REQUIRED ACTION >> Each line in the entries below that holds the string "direction" must be copied.
====== DATA SHOWN
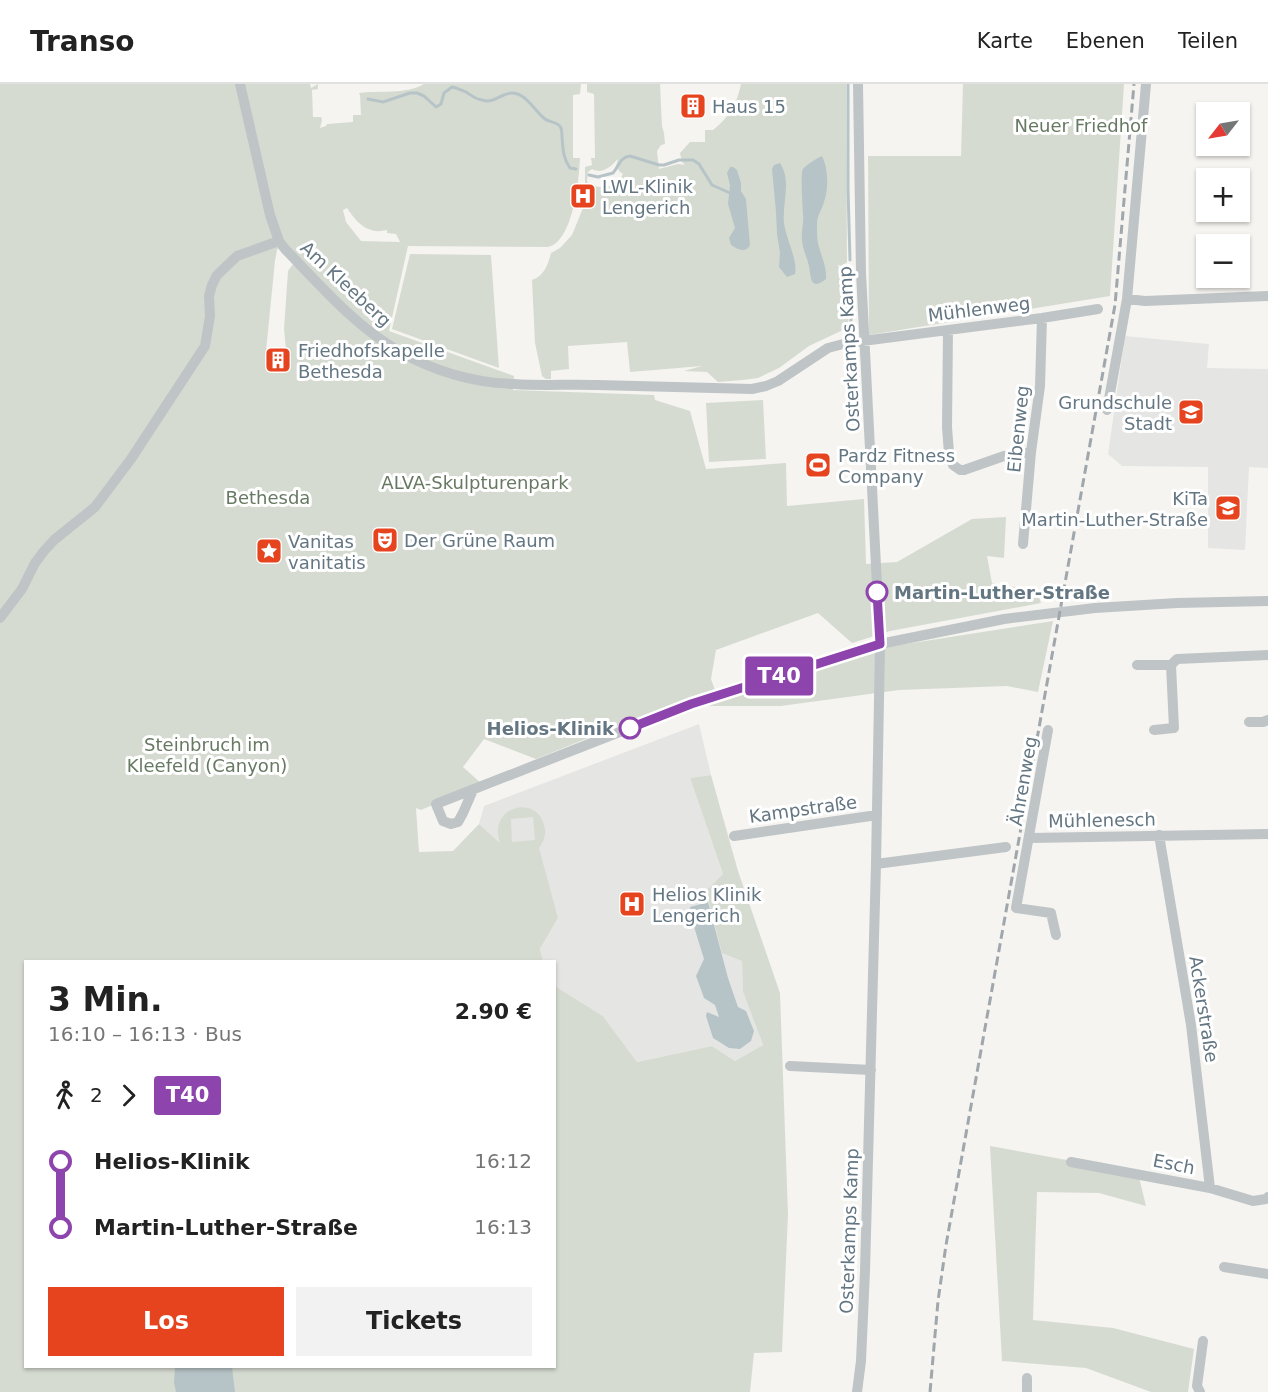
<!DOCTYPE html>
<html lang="de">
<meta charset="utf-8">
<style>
:root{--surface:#fff;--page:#f2f2f2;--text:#222;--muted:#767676;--line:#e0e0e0;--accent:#e6441f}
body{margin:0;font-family:"DejaVu Sans",sans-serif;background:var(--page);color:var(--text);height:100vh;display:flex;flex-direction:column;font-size:22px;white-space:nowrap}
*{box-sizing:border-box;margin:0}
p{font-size:20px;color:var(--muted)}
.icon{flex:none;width:33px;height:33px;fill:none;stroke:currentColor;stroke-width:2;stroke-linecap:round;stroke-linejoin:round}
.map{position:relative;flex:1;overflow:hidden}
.side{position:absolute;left:24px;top:876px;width:532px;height:408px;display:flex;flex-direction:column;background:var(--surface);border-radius:0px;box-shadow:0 2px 4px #0004}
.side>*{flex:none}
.badge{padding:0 12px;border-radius:4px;font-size:21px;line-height:39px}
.needle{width:39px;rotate:239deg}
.fabs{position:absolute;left:1196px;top:18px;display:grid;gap:12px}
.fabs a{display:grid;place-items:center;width:54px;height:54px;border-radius:0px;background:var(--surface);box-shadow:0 2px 4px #0004;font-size:30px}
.map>.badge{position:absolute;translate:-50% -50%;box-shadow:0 0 0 3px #fff}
.legs{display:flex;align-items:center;gap:9px;height:66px;padding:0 24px;font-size:20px}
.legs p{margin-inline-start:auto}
.head{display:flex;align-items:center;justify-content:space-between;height:102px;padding:0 24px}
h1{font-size:33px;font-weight:700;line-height:45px}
.primary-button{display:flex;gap:12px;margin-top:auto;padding:12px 24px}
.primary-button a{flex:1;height:69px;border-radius:0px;background:var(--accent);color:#fff;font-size:24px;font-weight:700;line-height:69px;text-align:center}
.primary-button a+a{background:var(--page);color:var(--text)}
ul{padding:0 24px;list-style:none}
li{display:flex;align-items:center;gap:21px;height:66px;font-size:22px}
li i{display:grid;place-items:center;width:9px;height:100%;margin:0 8px;background:currentColor}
li i::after{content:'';width:15px;height:15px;margin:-8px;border:4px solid;border-radius:50%;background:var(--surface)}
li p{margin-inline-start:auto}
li:first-child i{background:linear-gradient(#0000 50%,currentColor 0)}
li:last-child i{background:linear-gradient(currentColor 50%,#0000 0)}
header{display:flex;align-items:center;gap:36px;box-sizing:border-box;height:84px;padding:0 30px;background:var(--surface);border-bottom:2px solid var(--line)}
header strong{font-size:28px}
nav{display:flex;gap:33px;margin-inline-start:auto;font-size:21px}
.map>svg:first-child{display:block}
.built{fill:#e5e6e4}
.green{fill:#d6dbd1;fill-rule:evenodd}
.water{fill:#b7c4c7}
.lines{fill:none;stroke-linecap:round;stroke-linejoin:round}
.stream{stroke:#b7c4c7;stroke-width:3}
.minor{stroke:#bfc4c6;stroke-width:10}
.rail{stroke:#a0a7ac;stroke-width:3;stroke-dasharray:9 4.5;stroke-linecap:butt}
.line-1-casing{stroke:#fff;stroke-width:14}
.line-1{stroke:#8e44ad;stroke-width:9}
.stop-1-dot{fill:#fff;stroke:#8e44ad;stroke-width:3}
.labels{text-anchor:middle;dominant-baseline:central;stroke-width:6;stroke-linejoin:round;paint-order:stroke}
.poi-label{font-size:18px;fill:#637682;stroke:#fff;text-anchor:start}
.park-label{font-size:18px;fill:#677962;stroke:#fff}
.street-label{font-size:18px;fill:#637682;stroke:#fff}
.stop-label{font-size:18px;font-weight:bold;fill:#637682;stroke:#fff;text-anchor:start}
</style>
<header>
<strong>Transo</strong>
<nav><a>Karte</a><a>Ebenen</a><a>Teilen</a></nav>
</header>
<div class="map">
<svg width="1268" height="1308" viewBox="0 0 1268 1308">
<rect width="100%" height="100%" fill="#f5f4f0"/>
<path class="built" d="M 1125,252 L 1209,260 L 1207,284 L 1268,285 L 1268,384 L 1249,383 L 1245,466 L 1208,464 L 1208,383 L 1122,382 L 1108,370 Z
M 699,640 L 711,691 L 690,694 L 723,790 L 742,876 L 743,908 L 763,961 L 735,977 L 712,962 L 637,978 L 603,932 L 555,902 L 555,878 L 543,877 L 540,865 L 558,834 L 511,769 L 479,740 L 484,722 Z"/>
<path class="green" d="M 0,0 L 310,0 L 311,4 L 318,0 L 318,5 L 312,6 L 313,33 L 321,33 L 322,36 L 320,44 L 326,42 L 327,40 L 353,38 L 353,31 L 361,31 L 360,11 L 359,9 C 380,6 404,11 424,0 L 581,0 L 580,10 L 573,11 L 573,74 L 580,74 C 579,96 573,158 548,163 L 408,162 L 389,247 L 514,292 L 513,306 L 654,311 L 655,316 L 690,327 L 706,385 L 786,379 L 787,422 L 864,415 L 866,480 L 897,478 L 972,435 L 1006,433 L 1004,474 L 987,472 L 992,499 L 1037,507 L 1041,519 L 890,547 L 852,559 L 818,529 L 716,566 L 711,595 L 715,606 L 655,627 L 536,675 L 484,655 L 463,683 L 482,700 L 421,726 L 416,724 L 419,768 L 453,767 L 479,740 L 500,759 C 487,723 536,709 544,741 C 547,750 544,757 539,764 L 558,834 L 540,865 L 543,877 L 26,878 L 26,1282 L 555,1282 L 555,902 L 603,932 L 637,978 L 712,962 L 735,977 L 763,961 L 743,908 L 742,877 L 722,869 L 706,807 L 723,790 L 690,694 L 711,691 L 738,787 L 780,909 L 788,1130 L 782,1268 L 754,1269 L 750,1308 L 0,1308 ZM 347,124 C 357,139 368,151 387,146 L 387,149 L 396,150 L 400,158 L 361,157 L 346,138 L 343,126 ZM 283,158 L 298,173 L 288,187 L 284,245 L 286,266 L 266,267 L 275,177 L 277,166 ZM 533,733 L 535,756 L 512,758 L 511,735 Z
M 587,0 L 660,0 L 662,42 L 664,49 L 665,60 L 661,61 L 657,67 L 659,85 L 678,80 L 685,81 L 682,78 L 680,69 L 690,58 L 705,58 L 705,46 L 713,46 C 730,32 736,22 741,0 L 846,0 L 847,178 L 842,182 L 838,181 L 839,186 L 847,186 L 850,228 L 847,244 L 809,262 L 779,284 L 758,294 L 743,296 L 718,298 L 707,288 L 684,287 L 702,282 L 630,288 L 627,258 L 568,262 L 569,285 L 551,287 L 551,295 L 546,295 L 542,292 L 535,259 L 532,196 C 544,192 548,181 551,169 L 560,164 L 572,151 L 583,124 L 587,103 L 585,98 L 585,83 L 592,81 L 591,74 L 595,74 L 594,10 L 587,8 ZM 618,75 L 616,82 L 620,88 L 623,90 C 616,103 602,105 589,101 L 587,97 L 588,88 L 592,85 C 603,91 611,82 618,75 Z
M 963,0 L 1124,0 L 1110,212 L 869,251 L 868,72 L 961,72 Z
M 410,170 L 491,171 L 499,284 L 392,245 Z
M 763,316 L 766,375 L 709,378 L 706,319 Z
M 1053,537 L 1038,608 L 1007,602 L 899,606 L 781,622 L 707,622 L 886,563 Z
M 990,1062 L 1138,1089 L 1146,1122 L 1099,1109 L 1037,1108 L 1033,1236 L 1113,1244 L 1194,1265 L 1188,1308 L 1151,1308 L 1086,1284 L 1002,1277 Z"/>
<path class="water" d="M 822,72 C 828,84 829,104 824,118 C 822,126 817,131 817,140 C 817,147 817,157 819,163 C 822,174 827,184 826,195 C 810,208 811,193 809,182 C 807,173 802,164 802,155 C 801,147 804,139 803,131 C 803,125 800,88 803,85 C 806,81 817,74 822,72 Z
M 780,79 C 792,97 782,119 784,139 C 786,155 798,176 795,190 L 787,193 L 779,183 L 780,169 L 777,150 L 776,128 L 772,85 L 774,81 Z
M 730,83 L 733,83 L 737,86 L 741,99 L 741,107 L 746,115 L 750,161 C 746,170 737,165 731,161 L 729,154 L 735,144 L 728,120 L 730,101 L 727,89 Z
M 708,818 L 728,894 L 738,923 L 746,927 L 754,947 L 751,957 L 740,965 L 729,964 L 713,954 L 706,932 L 707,928 L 719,933 L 715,921 L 704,914 L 696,892 L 704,875 L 691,833 L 690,823 Z
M 175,1283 L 232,1283 L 235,1308 L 176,1308 L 174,1299 Z"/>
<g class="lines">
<path class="stream" d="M 848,0 L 848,105 L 850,176
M 368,15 L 383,18 L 410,9 L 417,9 L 424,12 L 436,23 L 441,20 L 444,9 L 452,3 C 457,4 461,6 466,8 C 471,11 475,15 482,16 C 492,19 496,14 504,11 C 523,2 533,26 545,35 C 550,39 558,37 561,44 C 562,47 562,50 562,53 C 563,66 563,74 570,84 L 576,85
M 589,91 L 598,93 L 613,89 C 619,82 620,73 630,72 L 659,81 L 664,81 L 679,76 L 693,76 L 699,80 L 712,101 L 730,109
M 850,246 L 852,226 L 850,191"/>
<path class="minor" d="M 240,0 L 270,131 L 279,157 L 285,165 C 320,201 354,241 397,266 C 432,287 474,299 514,300 C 542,302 569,300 597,301 C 649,302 700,304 752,305 L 766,302 L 778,297 L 828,264 L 847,259 L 1042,234 L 1098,225
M 1127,215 L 1145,217 L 1268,212
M 948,246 L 947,343 L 949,369 L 953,381 L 960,386 L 964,386 L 1004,372 L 1031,368
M 1107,326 L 1127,215 L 1146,0
M 1023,460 L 1031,368 L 1040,302 L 1042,234
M 0,534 L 22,505 L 35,479 L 44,467 L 54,456 L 95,423 L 131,375 L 205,262 L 210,232 L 209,212 L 212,201 L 217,191 L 237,172 L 279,157
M 1137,581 L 1171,581 L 1177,575 L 1268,571
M 1249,638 L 1263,638 L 1268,636
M 1048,646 L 1016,824 L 1051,829 L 1056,851
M 1154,646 L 1174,644 L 1171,581
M 473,706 L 463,729 L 458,738 L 451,740 L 443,737 L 436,720 L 691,620 L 880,560 L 1004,535 L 1095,524 L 1177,519 L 1268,517
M 1159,751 L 1191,941 L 1210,1104
M 734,752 L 877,731
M 1030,754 L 1268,750
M 876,780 L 1006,763
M 790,982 L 871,986
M 1071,1078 L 1210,1104 L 1253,1117 L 1266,1115 L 1268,1113
M 1224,1183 L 1268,1190
M 857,1308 L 861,1277 L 865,1187 L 876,780 L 880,560 L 861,189 L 858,0
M 1027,1308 L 1027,1294
M 1200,1308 L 1197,1302 L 1203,1257"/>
<path class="rail" d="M 930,1308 L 938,1217 L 946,1161 L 1115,221 L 1134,0"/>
</g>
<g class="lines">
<defs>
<path id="line-1" d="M 630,644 L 691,620 L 880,560 L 877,508"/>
</defs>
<use href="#line-1" class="line-1-casing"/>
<use href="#line-1" class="line-1"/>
</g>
<defs>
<symbol id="building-square" viewBox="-11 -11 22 22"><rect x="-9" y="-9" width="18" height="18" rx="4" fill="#e6441f" stroke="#fff"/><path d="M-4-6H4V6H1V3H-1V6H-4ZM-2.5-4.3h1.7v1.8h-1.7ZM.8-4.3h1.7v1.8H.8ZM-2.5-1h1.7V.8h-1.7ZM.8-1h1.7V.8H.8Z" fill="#fff"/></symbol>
<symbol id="hospital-square" viewBox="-11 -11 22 22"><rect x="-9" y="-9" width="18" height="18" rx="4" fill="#e6441f" stroke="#fff"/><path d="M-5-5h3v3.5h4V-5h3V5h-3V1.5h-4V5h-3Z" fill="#fff"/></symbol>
<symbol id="school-square" viewBox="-11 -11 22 22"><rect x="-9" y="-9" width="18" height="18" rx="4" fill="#e6441f" stroke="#fff"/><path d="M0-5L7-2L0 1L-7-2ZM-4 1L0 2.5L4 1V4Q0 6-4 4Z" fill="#fff"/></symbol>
<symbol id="stadium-square" viewBox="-11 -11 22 22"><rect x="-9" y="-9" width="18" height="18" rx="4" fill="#e6441f" stroke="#fff"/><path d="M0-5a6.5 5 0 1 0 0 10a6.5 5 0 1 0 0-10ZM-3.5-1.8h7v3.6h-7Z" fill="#fff"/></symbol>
<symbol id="theatre-square" viewBox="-11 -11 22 22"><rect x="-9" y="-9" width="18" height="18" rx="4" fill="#e6441f" stroke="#fff"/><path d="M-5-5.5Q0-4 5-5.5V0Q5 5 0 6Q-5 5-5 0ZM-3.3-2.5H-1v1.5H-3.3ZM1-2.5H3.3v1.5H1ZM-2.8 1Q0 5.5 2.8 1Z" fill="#fff"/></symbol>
<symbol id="sight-square" viewBox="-11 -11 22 22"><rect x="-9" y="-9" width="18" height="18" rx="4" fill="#e6441f" stroke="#fff"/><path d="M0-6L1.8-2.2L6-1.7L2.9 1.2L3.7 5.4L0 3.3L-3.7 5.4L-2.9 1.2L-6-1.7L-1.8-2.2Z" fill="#fff"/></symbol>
</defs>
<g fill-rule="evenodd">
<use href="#building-square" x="678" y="7" width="30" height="30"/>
<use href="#hospital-square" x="568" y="97" width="30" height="30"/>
<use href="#building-square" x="263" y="261" width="30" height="30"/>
<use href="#school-square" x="1176" y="313" width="30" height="30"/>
<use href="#stadium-square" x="803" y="366" width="30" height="30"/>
<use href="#school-square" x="1213" y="409" width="30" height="30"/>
<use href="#theatre-square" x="370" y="441" width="30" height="30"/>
<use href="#sight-square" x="254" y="452" width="30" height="30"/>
<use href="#hospital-square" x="617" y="805" width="30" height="30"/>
</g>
<g class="stop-1-dot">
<circle cx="877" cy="508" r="10"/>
<circle cx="630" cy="644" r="10"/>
</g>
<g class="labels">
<g class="poi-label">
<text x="712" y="22">Haus 15</text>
<text x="602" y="102">LWL-Klinik<tspan x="602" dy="21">Lengerich</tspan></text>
<text x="298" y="266">Friedhofskapelle<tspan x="298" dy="21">Bethesda</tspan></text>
<text x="1172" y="318" text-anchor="end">Grundschule<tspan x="1172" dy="21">Stadt</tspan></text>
<text x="838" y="371">Pardz Fitness<tspan x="838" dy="21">Company</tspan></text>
<text x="1208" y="414" text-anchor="end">KiTa<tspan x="1208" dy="21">Martin-Luther-Straße</tspan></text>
<text x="404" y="456">Der Grüne Raum</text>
<text x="288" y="457">Vanitas<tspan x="288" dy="21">vanitatis</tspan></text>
<text x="652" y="810">Helios Klinik<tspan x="652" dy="21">Lengerich</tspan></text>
</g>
<g class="park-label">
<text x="1081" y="41">Neuer Friedhof</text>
<text x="475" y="398">ALVA-Skulpturenpark</text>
<text x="268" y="413">Bethesda</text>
<text x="207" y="660">Steinbruch im<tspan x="207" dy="21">Kleefeld (Canyon)</tspan></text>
</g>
<g class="street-label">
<text transform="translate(346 200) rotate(43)">Am Kleeberg</text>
<text transform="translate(979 225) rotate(-7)">Mühlenweg</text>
<text transform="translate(849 265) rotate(-93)">Osterkamps Kamp</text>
<text transform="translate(1018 345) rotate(-84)">Eibenweg</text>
<text transform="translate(1023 697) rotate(-80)">Ährenweg</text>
<text transform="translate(803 725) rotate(-8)">Kampstraße</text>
<text transform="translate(1102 736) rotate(-1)">Mühlenesch</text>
<text transform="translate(1204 925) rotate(81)">Ackerstraße</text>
<text transform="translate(1174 1080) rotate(11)">Esch</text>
<text transform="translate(849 1147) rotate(-88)">Osterkamps Kamp</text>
</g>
<g class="stop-label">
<text x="894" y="508">Martin-Luther-Straße</text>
<text x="614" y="644" text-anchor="end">Helios-Klinik</text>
</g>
</g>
</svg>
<div class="fabs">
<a><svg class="needle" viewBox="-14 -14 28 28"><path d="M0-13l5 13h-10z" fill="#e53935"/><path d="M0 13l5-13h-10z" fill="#767676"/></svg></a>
<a>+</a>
<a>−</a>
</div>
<b class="badge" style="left:779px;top:592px;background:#8e44ad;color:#fff">T40</b>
<section class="side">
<div class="head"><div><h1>3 Min.</h1><p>16:10 – 16:13 · Bus</p></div><b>2.90 €</b></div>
<div class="legs"><svg class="icon" aria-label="walk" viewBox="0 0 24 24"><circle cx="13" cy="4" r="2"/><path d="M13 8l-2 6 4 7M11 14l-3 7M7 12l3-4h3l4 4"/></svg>2<svg class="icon" aria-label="forward" viewBox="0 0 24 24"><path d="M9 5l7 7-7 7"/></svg><b class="badge" style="background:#8e44ad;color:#fff">T40</b></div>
<ul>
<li><i style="color:#8e44ad"></i><b>Helios-Klinik</b><p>16:12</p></li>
<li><i style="color:#8e44ad"></i><b>Martin-Luther-Straße</b><p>16:13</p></li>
</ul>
<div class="primary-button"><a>Los</a><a>Tickets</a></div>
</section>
</div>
============
RESPONSE >>
body{margin:0;font-family:"DejaVu Sans",sans-serif;background:var(--page);color:var(--text);height:100vh;display:flex;flex-direction:column;font-size:22px;white-space:nowrap}
.side{position:absolute;left:24px;top:876px;width:532px;height:408px;display:flex;flex-direction:column;background:var(--surface);border-radius:0px;box-shadow:0 2px 4px #0004}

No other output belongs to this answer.